== Segment start ==
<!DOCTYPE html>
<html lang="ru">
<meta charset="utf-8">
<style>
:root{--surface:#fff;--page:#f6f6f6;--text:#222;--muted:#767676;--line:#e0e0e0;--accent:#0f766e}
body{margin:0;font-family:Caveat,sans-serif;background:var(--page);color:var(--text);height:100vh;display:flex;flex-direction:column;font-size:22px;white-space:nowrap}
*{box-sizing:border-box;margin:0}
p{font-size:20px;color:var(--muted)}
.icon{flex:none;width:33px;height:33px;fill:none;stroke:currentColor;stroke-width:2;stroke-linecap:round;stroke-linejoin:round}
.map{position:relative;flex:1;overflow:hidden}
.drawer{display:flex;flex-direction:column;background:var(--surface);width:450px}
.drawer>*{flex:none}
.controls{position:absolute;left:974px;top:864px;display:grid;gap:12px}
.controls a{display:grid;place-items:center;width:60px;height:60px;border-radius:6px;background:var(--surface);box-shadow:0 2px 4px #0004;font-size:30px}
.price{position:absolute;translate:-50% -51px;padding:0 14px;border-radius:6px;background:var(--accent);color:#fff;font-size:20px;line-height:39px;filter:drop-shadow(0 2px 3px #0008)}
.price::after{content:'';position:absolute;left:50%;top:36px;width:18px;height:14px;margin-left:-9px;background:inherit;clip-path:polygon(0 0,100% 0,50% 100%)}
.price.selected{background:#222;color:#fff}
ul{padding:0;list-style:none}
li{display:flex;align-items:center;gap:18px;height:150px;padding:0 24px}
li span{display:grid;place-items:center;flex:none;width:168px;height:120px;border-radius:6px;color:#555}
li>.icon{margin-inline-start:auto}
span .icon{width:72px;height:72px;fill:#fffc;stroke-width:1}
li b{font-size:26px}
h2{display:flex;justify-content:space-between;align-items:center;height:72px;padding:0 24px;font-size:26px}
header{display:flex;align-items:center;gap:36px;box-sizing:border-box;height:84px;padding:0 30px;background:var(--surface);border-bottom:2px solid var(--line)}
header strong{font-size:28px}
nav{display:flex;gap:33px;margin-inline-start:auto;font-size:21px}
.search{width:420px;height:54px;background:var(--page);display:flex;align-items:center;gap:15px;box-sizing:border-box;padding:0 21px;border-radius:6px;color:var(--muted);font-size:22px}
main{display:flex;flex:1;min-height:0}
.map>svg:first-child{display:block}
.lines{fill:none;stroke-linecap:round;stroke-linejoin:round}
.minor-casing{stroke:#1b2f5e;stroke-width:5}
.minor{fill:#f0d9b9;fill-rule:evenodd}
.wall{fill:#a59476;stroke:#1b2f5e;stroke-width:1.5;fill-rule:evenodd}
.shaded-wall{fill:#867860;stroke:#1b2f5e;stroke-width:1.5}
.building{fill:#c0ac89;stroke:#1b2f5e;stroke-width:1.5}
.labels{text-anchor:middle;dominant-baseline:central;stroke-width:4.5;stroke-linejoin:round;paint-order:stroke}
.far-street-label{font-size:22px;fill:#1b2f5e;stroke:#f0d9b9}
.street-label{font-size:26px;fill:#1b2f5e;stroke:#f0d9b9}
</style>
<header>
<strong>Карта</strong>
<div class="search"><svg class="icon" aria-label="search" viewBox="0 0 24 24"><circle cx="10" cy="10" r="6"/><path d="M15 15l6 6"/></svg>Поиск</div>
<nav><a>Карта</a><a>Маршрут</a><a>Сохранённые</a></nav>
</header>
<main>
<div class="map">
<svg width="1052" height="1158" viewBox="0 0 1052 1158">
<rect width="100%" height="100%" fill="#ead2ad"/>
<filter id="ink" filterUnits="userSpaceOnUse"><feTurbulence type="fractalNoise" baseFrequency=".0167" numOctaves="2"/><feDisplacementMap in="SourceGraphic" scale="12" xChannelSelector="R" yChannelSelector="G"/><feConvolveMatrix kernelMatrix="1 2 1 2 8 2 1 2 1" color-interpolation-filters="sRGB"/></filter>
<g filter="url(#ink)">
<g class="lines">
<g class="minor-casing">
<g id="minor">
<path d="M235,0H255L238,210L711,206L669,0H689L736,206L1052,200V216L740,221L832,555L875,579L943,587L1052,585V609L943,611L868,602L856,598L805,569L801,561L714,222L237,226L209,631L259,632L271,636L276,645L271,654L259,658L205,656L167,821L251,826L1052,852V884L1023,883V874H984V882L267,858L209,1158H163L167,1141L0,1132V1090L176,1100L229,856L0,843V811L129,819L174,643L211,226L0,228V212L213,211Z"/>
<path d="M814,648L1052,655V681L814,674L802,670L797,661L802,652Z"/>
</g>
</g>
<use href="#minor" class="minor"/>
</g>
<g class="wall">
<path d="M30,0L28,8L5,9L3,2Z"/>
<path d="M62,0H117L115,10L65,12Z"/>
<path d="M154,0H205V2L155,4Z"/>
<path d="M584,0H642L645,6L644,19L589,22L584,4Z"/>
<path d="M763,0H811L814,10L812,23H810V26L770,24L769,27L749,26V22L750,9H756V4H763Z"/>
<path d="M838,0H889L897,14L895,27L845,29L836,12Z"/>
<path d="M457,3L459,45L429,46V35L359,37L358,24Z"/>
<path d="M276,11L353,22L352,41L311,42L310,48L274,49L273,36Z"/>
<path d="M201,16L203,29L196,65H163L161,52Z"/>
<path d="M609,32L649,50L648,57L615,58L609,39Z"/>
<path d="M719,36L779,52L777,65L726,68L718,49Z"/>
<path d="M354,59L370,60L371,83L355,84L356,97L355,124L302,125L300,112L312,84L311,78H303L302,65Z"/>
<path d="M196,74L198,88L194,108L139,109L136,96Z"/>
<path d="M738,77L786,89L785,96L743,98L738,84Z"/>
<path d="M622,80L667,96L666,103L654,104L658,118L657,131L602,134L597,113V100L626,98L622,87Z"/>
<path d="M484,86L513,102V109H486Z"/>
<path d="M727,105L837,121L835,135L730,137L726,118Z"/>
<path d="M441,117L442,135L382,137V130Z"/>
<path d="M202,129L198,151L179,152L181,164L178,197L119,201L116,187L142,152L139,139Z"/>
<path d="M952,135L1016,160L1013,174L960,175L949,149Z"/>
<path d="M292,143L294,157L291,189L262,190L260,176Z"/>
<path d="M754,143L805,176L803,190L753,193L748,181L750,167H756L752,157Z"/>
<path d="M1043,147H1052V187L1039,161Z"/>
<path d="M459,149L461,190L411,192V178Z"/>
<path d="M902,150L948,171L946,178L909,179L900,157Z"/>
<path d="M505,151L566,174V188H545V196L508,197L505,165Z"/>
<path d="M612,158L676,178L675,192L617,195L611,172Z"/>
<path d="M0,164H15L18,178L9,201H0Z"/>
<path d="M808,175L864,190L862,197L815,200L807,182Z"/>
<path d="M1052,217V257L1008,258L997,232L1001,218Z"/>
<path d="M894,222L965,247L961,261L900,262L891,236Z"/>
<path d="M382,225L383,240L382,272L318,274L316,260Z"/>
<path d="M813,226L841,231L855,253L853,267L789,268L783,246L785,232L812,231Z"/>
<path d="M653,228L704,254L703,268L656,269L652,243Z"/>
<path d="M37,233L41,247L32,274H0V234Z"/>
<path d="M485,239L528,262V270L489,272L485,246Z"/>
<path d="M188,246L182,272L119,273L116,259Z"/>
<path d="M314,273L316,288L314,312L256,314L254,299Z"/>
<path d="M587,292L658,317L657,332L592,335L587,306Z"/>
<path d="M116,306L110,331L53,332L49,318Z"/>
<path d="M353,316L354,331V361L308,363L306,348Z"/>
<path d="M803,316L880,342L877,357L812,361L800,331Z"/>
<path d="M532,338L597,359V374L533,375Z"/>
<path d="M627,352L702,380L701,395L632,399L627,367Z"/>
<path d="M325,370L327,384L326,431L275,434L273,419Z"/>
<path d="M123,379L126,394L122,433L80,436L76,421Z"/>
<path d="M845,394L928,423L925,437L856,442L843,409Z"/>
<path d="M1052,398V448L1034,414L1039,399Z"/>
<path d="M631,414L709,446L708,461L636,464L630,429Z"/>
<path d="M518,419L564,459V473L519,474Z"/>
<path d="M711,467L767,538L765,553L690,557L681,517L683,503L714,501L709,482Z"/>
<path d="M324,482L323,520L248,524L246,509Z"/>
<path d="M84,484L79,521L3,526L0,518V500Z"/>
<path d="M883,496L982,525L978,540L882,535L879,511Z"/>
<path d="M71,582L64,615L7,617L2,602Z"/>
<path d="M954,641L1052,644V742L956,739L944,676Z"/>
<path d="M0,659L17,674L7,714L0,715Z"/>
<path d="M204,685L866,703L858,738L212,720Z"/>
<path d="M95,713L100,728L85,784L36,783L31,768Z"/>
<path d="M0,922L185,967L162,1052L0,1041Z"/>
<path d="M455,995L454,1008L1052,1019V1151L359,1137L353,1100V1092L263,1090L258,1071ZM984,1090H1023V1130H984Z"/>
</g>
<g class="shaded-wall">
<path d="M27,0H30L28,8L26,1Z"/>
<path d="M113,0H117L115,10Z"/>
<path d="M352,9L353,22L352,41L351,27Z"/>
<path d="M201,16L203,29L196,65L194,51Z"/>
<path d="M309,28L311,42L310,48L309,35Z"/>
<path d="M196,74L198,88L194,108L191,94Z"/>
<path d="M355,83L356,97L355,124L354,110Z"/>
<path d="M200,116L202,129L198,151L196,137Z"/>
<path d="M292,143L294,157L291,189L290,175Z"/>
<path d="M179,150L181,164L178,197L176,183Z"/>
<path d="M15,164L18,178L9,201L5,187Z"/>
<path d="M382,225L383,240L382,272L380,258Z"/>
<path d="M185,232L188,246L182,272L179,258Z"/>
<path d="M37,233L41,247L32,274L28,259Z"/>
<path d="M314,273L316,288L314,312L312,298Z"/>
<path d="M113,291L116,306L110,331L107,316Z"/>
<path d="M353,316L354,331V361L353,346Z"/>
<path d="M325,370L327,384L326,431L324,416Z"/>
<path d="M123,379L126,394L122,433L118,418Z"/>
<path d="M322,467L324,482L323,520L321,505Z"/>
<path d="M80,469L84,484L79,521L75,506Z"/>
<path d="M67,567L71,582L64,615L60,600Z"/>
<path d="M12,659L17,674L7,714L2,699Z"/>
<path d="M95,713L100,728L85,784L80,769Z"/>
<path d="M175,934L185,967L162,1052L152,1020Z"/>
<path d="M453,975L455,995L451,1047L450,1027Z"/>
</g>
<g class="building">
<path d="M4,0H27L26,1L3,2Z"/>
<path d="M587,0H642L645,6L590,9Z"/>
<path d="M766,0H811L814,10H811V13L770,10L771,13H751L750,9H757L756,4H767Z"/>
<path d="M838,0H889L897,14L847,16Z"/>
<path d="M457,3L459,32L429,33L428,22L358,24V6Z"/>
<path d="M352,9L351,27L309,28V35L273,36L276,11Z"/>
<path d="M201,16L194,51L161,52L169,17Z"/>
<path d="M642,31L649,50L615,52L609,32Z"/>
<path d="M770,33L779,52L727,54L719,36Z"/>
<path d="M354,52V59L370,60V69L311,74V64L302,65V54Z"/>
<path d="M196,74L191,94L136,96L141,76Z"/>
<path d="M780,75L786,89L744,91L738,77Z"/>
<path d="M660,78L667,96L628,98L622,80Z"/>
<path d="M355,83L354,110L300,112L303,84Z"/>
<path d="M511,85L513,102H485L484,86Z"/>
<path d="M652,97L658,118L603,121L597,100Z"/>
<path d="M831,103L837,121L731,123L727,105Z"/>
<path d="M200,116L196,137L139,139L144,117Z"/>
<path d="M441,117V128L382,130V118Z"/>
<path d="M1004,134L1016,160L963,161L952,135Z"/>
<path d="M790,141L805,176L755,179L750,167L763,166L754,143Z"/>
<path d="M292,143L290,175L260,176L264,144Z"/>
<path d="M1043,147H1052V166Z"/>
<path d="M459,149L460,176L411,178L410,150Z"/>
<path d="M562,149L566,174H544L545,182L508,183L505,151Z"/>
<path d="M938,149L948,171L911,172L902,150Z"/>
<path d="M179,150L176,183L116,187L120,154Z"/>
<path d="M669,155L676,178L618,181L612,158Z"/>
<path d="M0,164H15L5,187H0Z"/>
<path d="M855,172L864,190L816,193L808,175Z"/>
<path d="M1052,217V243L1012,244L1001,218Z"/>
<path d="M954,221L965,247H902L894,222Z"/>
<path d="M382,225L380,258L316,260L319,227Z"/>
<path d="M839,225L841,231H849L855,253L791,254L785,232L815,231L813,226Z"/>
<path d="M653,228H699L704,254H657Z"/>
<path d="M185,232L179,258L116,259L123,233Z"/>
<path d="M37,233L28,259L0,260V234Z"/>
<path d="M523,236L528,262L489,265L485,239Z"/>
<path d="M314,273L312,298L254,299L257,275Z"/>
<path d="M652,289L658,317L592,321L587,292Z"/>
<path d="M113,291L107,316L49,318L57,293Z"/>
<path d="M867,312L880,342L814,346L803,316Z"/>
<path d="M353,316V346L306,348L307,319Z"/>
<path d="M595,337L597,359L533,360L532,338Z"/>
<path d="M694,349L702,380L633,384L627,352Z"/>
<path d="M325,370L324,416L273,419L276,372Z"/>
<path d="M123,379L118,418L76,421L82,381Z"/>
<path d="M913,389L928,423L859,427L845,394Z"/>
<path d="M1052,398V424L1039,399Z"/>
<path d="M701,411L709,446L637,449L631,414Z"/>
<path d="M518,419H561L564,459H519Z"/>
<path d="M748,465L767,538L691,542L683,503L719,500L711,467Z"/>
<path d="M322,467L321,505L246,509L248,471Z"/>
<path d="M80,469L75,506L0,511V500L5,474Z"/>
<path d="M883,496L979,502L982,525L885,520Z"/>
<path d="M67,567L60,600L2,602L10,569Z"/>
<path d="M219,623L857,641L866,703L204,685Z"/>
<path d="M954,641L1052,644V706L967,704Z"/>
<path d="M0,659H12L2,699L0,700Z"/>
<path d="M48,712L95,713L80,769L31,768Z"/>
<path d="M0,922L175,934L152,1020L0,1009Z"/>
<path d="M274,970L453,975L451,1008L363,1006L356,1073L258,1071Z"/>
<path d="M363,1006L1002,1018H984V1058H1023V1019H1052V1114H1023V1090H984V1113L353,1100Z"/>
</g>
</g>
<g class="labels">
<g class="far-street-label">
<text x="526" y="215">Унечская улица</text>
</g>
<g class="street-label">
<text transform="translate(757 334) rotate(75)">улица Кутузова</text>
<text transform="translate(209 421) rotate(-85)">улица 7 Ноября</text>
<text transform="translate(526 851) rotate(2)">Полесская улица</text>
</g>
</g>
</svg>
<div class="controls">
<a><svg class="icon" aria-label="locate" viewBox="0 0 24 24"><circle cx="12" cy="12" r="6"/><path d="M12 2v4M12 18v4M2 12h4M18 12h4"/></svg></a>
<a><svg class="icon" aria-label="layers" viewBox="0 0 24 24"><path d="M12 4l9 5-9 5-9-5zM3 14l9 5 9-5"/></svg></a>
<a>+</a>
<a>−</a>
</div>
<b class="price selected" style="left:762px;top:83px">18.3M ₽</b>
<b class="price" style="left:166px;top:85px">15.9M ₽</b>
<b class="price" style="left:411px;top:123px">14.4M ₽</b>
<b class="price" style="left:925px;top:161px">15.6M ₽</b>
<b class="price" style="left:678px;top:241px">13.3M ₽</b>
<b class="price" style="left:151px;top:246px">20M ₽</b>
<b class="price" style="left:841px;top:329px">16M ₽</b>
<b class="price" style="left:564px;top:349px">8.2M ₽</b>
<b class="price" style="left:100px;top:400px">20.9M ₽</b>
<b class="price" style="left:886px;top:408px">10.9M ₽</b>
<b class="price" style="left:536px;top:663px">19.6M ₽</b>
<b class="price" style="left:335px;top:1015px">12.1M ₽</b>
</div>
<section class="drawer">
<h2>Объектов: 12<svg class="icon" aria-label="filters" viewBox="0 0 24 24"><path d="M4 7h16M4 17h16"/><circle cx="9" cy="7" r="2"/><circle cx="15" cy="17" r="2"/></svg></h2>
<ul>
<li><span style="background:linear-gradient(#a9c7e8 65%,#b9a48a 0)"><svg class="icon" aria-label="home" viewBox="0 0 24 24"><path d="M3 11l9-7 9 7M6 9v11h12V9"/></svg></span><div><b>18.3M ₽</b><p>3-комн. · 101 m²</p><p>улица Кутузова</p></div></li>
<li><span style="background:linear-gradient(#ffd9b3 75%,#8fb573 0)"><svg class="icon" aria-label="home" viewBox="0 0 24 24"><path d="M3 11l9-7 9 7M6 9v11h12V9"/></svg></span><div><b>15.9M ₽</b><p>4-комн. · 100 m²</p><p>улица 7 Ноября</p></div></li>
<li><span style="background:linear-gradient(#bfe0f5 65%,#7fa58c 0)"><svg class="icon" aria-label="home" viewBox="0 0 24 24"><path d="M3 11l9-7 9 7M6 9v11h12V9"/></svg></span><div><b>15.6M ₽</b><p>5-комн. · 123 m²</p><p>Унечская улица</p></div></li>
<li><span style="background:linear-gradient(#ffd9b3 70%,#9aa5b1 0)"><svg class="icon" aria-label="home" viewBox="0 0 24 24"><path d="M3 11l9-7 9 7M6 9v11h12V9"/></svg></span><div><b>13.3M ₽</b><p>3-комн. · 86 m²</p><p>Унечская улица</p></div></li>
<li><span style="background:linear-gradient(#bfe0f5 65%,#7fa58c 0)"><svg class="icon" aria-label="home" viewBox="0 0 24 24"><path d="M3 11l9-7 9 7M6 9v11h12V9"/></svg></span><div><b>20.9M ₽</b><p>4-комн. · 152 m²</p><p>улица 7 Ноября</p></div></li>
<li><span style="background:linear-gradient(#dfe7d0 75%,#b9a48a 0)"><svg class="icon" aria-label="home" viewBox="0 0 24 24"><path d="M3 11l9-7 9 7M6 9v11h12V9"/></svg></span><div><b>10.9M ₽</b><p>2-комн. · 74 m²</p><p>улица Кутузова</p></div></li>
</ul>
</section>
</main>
== Segment end ==
▶ Exercise goal: Show the lines in the entries above that include the string "absolute".

▶ Exercise output:
.controls{position:absolute;left:974px;top:864px;display:grid;gap:12px}
.price{position:absolute;translate:-50% -51px;padding:0 14px;border-radius:6px;background:var(--accent);color:#fff;font-size:20px;line-height:39px;filter:drop-shadow(0 2px 3px #0008)}
.price::after{content:'';position:absolute;left:50%;top:36px;width:18px;height:14px;margin-left:-9px;background:inherit;clip-path:polygon(0 0,100% 0,50% 100%)}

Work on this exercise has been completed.